(Stored data entries)
___
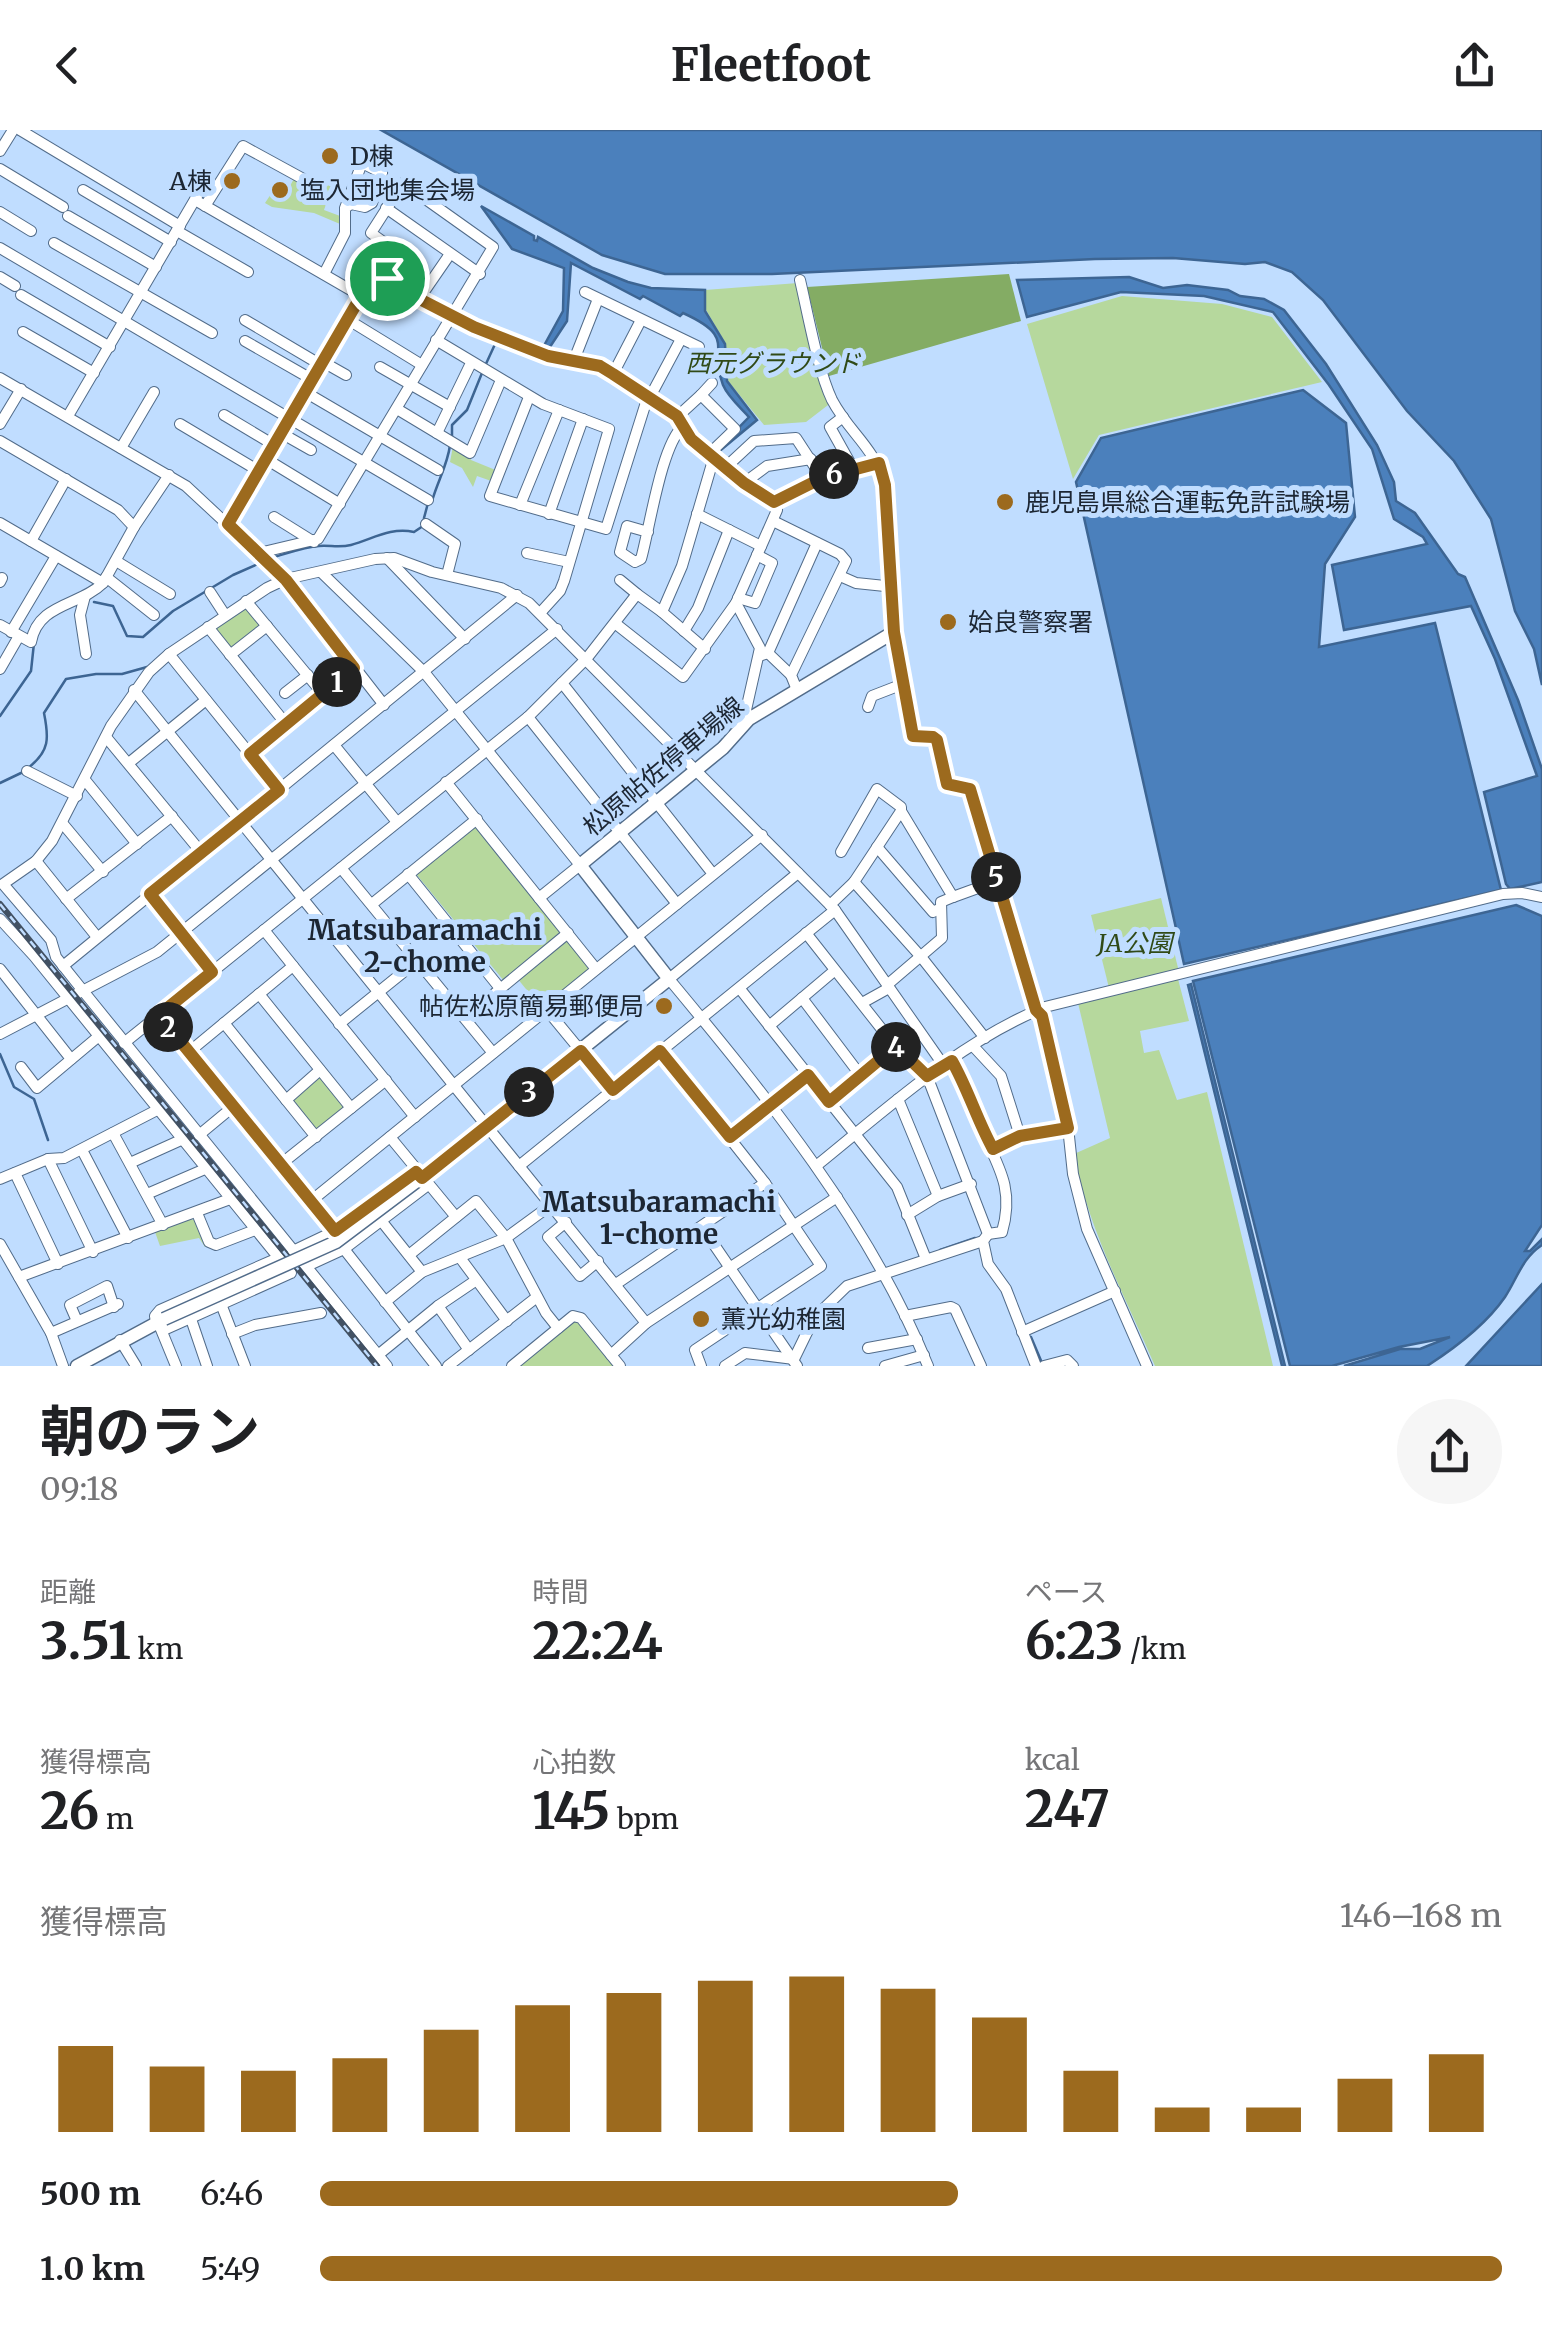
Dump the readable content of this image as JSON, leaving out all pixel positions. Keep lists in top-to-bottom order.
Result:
{
  "streets": {
    "main road": ["松原帖佐停車場線"]
  },
  "districts": ["Matsubaramachi 2-chome", "Matsubaramachi 1-chome"],
  "parks": ["西元グラウンド", "JA公園"],
  "places": [
    "D棟",
    "A棟",
    "塩入団地集会場",
    "鹿児島県総合運転免許試験場",
    "姶良警察署",
    "帖佐松原簡易郵便局",
    "薫光幼稚園"
  ],
  "page": {
    "header": "Fleetfoot",
    "pins": [
      "6",
      "1",
      "5",
      "2",
      "4",
      "3"
    ],
    "heading": ["朝のラン", "09:18"],
    "stats": [
      ["距離", "3.51 km"],
      ["時間", "22:24"],
      ["ペース", "6:23 /km"],
      ["獲得標高", "26 m"],
      ["心拍数", "145 bpm"],
      ["kcal", "247"]
    ],
    "chart": ["獲得標高", "146–168 m"],
    "list": [
      {
        "name": "500 m",
        "note": "6:46"
      },
      {
        "name": "1.0 km",
        "note": "5:49"
      }
    ]
  }
}
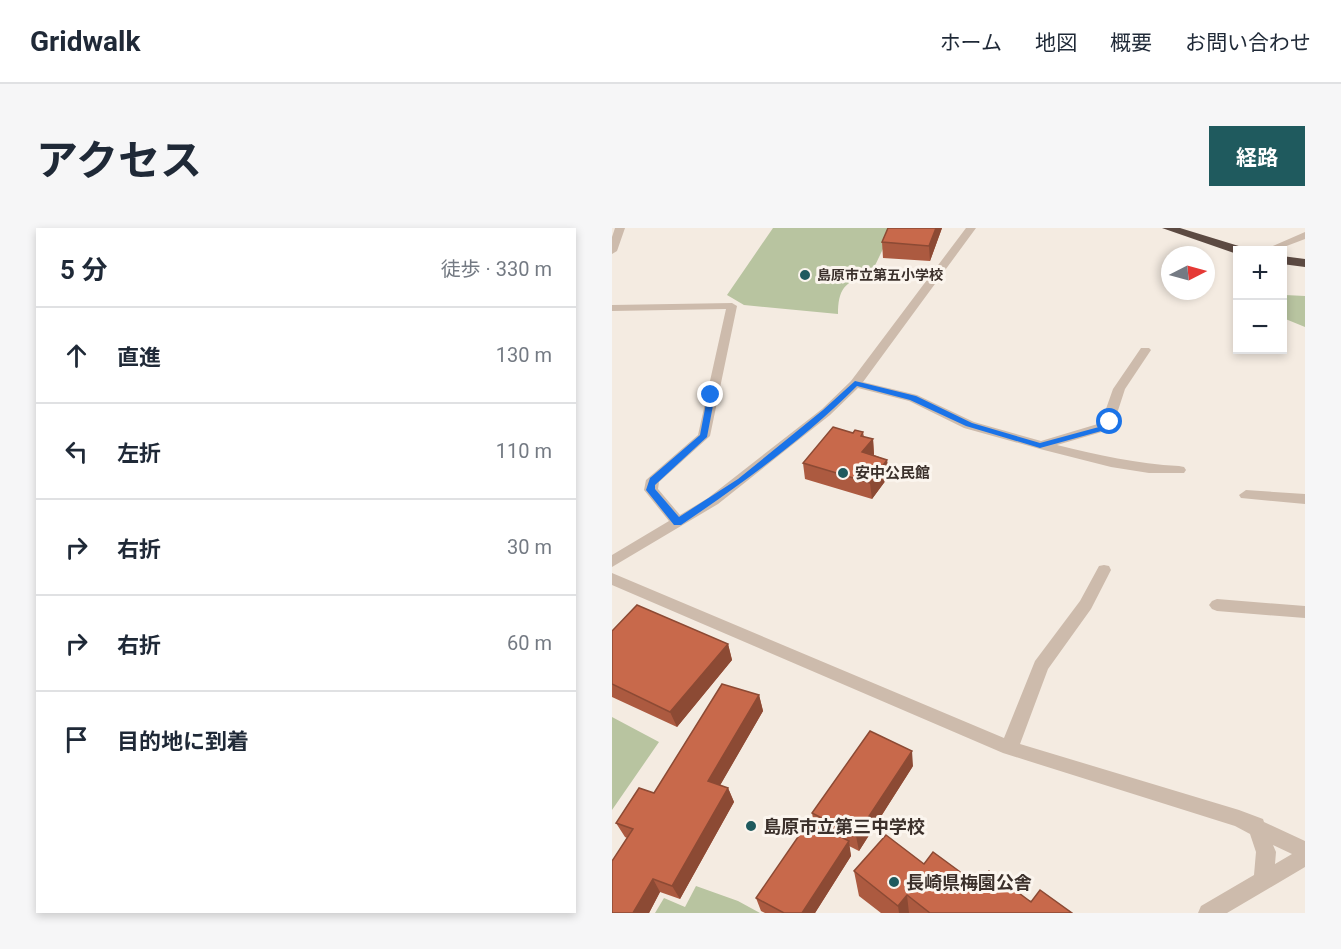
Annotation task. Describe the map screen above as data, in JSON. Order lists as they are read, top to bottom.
___
Work to be completed
Repeat the data above exactly, leaving out any pictures it holds.

Exercise response
Dump the readable content of this image as JSON, leaving out all pixel positions. Keep lists in top-to-bottom order.
Result:
{
  "streets": {
    "main road": ["松原帖佐停車場線"]
  },
  "districts": ["Matsubaramachi 2-chome", "Matsubaramachi 1-chome"],
  "parks": ["西元グラウンド", "JA公園"],
  "places": [
    "D棟",
    "A棟",
    "塩入団地集会場",
    "鹿児島県総合運転免許試験場",
    "姶良警察署",
    "帖佐松原簡易郵便局",
    "薫光幼稚園"
  ],
  "page": {
    "header": "Fleetfoot",
    "pins": [
      "6",
      "1",
      "5",
      "2",
      "4",
      "3"
    ],
    "heading": ["朝のラン", "09:18"],
    "stats": [
      ["距離", "3.51 km"],
      ["時間", "22:24"],
      ["ペース", "6:23 /km"],
      ["獲得標高", "26 m"],
      ["心拍数", "145 bpm"],
      ["kcal", "247"]
    ],
    "chart": ["獲得標高", "146–168 m"],
    "list": [
      {
        "name": "500 m",
        "note": "6:46"
      },
      {
        "name": "1.0 km",
        "note": "5:49"
      }
    ]
  }
}
Annotation task. Describe the map screen above as data, in JSON. Order lists as they are read, top to bottom.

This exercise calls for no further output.